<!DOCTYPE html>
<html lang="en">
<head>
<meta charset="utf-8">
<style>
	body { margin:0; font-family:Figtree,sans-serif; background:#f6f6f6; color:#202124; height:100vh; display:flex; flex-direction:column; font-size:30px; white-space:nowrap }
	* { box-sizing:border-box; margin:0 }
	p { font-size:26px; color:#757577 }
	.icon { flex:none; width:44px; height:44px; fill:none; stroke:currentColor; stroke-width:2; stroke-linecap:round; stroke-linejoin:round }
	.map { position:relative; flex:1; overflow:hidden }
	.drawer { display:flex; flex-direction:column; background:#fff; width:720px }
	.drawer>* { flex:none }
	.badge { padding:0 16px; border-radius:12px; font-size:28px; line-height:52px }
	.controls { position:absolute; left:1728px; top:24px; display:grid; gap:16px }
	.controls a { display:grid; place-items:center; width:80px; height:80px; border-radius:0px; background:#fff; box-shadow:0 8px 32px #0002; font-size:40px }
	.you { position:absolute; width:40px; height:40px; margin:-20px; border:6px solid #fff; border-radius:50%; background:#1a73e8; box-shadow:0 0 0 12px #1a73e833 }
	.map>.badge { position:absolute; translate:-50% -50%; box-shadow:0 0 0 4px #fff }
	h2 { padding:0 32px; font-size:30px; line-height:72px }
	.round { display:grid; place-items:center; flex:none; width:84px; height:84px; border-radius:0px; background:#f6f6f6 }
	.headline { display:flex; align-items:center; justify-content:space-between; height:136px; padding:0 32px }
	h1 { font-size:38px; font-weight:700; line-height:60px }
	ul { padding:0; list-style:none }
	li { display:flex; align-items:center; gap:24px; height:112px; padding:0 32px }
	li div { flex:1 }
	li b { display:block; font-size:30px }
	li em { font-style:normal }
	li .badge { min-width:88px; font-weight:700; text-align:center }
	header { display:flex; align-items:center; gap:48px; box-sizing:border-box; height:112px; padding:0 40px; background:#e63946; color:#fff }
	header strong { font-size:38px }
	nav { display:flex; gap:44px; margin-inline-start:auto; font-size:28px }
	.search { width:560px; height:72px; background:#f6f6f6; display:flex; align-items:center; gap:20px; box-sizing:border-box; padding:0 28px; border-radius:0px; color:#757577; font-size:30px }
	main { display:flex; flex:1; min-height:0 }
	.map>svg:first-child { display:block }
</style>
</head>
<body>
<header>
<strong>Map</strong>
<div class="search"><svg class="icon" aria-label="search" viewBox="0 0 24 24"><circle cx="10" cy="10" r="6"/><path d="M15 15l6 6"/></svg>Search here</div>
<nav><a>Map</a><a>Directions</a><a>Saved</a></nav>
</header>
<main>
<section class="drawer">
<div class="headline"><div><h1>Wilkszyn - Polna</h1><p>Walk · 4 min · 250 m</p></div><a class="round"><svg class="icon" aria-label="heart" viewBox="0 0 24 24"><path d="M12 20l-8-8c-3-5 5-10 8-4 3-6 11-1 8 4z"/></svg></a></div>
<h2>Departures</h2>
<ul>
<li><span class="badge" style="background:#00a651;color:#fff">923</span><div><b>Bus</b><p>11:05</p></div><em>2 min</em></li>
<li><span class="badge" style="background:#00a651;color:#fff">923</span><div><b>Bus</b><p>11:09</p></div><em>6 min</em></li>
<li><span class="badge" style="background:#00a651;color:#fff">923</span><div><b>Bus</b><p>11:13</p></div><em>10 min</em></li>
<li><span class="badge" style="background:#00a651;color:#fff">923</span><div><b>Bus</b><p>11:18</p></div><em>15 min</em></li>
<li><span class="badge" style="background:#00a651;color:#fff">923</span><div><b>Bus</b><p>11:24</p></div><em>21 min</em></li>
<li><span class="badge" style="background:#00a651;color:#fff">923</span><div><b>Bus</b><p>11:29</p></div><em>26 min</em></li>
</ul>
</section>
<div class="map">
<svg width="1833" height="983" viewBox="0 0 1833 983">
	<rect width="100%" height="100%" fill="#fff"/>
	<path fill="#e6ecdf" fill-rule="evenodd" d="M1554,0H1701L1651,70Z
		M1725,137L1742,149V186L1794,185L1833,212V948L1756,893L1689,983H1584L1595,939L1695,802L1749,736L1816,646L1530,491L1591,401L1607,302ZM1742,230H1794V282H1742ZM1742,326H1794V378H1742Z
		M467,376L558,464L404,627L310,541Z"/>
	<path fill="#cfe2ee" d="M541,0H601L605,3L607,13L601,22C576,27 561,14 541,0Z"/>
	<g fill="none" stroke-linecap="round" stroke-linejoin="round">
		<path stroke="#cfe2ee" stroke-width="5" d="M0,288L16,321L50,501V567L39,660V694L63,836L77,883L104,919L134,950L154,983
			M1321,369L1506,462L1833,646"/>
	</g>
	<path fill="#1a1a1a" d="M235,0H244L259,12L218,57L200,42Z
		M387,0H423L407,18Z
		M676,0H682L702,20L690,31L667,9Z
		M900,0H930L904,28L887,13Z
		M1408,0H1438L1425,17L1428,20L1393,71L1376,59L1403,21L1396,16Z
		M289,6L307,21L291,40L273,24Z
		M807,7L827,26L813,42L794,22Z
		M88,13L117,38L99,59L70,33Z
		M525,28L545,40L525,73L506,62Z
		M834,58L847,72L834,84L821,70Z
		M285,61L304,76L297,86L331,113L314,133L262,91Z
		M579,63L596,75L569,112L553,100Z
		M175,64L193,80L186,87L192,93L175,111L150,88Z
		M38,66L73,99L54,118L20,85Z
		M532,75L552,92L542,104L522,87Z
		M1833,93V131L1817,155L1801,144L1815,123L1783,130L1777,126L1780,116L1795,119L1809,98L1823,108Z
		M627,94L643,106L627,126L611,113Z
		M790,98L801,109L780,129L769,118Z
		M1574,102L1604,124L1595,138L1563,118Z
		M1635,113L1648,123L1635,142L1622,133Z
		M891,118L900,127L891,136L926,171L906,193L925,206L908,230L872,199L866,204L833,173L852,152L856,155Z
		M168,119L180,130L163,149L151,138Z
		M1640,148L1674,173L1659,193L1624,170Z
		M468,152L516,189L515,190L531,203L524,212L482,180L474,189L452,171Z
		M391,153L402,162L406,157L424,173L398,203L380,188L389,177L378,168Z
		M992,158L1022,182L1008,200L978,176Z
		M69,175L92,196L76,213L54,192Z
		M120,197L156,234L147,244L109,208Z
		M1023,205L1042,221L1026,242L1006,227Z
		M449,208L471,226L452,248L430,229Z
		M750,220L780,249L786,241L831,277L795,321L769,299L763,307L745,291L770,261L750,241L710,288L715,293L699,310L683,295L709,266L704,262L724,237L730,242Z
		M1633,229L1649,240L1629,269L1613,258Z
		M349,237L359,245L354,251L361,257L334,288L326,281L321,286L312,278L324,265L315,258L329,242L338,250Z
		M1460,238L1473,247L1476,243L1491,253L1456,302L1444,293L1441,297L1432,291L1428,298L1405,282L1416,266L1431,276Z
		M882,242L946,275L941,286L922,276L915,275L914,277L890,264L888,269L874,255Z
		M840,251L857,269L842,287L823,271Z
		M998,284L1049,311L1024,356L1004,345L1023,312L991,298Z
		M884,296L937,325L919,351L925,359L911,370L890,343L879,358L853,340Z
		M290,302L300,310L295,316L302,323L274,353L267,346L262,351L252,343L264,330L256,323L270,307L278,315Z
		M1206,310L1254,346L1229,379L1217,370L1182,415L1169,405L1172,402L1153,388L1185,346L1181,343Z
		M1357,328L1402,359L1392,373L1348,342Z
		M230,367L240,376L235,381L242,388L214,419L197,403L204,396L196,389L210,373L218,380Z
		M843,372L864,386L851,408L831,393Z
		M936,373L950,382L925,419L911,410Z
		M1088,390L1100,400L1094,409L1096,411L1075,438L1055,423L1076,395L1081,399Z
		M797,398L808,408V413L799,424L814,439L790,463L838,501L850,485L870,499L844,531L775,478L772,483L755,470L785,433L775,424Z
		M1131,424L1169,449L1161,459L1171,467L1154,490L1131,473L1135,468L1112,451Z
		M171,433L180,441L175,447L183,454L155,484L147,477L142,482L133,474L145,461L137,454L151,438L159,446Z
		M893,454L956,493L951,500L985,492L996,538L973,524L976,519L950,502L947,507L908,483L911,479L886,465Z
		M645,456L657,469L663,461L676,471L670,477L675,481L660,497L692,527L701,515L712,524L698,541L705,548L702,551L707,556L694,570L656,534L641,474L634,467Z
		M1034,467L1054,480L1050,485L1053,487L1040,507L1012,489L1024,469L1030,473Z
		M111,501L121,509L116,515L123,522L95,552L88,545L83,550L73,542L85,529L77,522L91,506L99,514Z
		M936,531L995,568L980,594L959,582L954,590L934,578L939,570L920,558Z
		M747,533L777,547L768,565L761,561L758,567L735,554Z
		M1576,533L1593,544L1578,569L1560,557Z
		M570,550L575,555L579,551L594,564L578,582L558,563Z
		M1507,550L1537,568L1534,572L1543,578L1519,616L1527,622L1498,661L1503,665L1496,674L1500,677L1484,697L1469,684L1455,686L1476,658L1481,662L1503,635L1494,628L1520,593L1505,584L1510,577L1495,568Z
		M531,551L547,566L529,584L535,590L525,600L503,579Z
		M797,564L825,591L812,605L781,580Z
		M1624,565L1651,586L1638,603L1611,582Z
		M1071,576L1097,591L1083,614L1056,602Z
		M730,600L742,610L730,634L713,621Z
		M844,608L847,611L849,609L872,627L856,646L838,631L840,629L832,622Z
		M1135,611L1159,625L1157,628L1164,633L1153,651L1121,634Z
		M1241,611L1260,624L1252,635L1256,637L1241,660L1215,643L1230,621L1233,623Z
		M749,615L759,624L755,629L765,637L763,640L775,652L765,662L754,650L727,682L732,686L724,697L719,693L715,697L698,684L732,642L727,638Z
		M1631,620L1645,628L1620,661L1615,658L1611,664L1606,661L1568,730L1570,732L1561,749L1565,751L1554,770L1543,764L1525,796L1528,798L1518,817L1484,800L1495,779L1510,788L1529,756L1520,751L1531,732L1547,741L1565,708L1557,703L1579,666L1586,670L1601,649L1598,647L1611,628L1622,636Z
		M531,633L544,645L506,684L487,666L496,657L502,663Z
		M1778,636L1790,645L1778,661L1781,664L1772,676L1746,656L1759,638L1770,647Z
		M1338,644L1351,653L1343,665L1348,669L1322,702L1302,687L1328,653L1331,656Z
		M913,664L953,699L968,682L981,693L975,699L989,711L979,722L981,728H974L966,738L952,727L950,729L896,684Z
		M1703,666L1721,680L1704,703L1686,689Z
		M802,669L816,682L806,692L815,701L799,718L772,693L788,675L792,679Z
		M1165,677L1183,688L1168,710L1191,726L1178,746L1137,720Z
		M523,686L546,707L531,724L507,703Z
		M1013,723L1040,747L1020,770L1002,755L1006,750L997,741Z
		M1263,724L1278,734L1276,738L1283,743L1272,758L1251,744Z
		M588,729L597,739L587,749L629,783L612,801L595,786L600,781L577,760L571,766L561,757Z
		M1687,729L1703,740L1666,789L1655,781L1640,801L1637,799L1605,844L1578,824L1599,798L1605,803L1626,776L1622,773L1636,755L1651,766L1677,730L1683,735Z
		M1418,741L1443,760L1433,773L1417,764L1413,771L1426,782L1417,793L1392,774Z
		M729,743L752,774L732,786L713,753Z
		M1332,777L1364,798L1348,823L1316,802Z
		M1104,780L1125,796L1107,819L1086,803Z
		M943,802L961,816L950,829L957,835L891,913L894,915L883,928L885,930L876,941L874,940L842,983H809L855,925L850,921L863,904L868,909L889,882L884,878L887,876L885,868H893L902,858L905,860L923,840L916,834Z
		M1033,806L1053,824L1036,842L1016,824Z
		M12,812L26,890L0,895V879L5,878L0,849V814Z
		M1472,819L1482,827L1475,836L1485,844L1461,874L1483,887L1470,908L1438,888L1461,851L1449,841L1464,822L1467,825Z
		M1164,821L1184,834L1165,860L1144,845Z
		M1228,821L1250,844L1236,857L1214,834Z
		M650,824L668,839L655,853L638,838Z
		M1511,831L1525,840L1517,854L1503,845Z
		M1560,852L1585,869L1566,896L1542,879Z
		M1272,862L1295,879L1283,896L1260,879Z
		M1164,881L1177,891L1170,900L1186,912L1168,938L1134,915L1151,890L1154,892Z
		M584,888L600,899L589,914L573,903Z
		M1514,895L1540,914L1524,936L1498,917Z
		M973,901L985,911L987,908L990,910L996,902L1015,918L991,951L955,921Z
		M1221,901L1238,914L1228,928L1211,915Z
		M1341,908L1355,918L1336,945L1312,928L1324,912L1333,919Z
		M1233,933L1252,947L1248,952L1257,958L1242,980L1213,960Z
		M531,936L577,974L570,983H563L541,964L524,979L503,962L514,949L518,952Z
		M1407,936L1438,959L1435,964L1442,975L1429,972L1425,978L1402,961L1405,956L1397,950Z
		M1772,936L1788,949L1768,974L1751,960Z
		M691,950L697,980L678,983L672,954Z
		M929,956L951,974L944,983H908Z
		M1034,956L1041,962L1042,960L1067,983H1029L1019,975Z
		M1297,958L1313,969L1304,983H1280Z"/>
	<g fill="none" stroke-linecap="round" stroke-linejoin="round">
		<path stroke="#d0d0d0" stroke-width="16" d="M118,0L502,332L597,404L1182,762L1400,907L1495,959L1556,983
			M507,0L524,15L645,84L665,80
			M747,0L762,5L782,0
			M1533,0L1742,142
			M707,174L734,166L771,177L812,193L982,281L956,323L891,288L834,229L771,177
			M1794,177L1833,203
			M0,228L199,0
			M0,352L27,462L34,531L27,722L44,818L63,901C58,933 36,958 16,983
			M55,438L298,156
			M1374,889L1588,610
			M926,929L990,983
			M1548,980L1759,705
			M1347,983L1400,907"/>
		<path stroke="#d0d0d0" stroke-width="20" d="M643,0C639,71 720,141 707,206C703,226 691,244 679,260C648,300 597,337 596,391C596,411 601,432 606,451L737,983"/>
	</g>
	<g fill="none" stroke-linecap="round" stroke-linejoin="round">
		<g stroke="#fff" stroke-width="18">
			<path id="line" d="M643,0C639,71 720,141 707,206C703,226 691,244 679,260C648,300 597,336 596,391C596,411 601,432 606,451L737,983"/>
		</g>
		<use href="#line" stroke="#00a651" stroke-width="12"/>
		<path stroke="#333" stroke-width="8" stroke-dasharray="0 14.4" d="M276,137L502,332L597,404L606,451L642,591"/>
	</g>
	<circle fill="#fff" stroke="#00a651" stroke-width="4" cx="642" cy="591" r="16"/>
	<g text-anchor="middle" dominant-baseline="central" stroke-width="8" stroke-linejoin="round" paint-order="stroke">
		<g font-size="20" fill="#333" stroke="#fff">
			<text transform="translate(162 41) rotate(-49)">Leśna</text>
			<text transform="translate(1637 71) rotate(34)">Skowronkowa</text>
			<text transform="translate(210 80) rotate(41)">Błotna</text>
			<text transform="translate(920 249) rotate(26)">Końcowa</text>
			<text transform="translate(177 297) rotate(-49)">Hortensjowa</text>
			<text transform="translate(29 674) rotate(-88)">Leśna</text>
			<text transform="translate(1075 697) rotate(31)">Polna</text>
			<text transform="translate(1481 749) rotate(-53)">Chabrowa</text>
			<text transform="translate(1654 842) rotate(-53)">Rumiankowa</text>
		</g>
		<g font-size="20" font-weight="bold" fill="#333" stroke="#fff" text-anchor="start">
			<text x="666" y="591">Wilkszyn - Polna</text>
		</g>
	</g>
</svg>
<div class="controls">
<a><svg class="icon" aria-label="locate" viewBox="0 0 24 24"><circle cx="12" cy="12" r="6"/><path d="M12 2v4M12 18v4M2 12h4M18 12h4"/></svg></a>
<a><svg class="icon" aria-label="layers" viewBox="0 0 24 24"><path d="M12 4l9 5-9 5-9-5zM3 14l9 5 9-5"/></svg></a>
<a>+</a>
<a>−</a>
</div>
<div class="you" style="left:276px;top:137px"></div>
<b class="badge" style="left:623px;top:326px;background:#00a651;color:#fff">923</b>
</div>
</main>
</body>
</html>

#### To do:
Copy the material above word for word, taking the first line, the line containing "padding:0 32px; font-size:30px;", and every line between them, and nothing else.

#### Solution to the problem:
<!DOCTYPE html>
<html lang="en">
<head>
<meta charset="utf-8">
<style>
	body { margin:0; font-family:Figtree,sans-serif; background:#f6f6f6; color:#202124; height:100vh; display:flex; flex-direction:column; font-size:30px; white-space:nowrap }
	* { box-sizing:border-box; margin:0 }
	p { font-size:26px; color:#757577 }
	.icon { flex:none; width:44px; height:44px; fill:none; stroke:currentColor; stroke-width:2; stroke-linecap:round; stroke-linejoin:round }
	.map { position:relative; flex:1; overflow:hidden }
	.drawer { display:flex; flex-direction:column; background:#fff; width:720px }
	.drawer>* { flex:none }
	.badge { padding:0 16px; border-radius:12px; font-size:28px; line-height:52px }
	.controls { position:absolute; left:1728px; top:24px; display:grid; gap:16px }
	.controls a { display:grid; place-items:center; width:80px; height:80px; border-radius:0px; background:#fff; box-shadow:0 8px 32px #0002; font-size:40px }
	.you { position:absolute; width:40px; height:40px; margin:-20px; border:6px solid #fff; border-radius:50%; background:#1a73e8; box-shadow:0 0 0 12px #1a73e833 }
	.map>.badge { position:absolute; translate:-50% -50%; box-shadow:0 0 0 4px #fff }
	h2 { padding:0 32px; font-size:30px; line-height:72px }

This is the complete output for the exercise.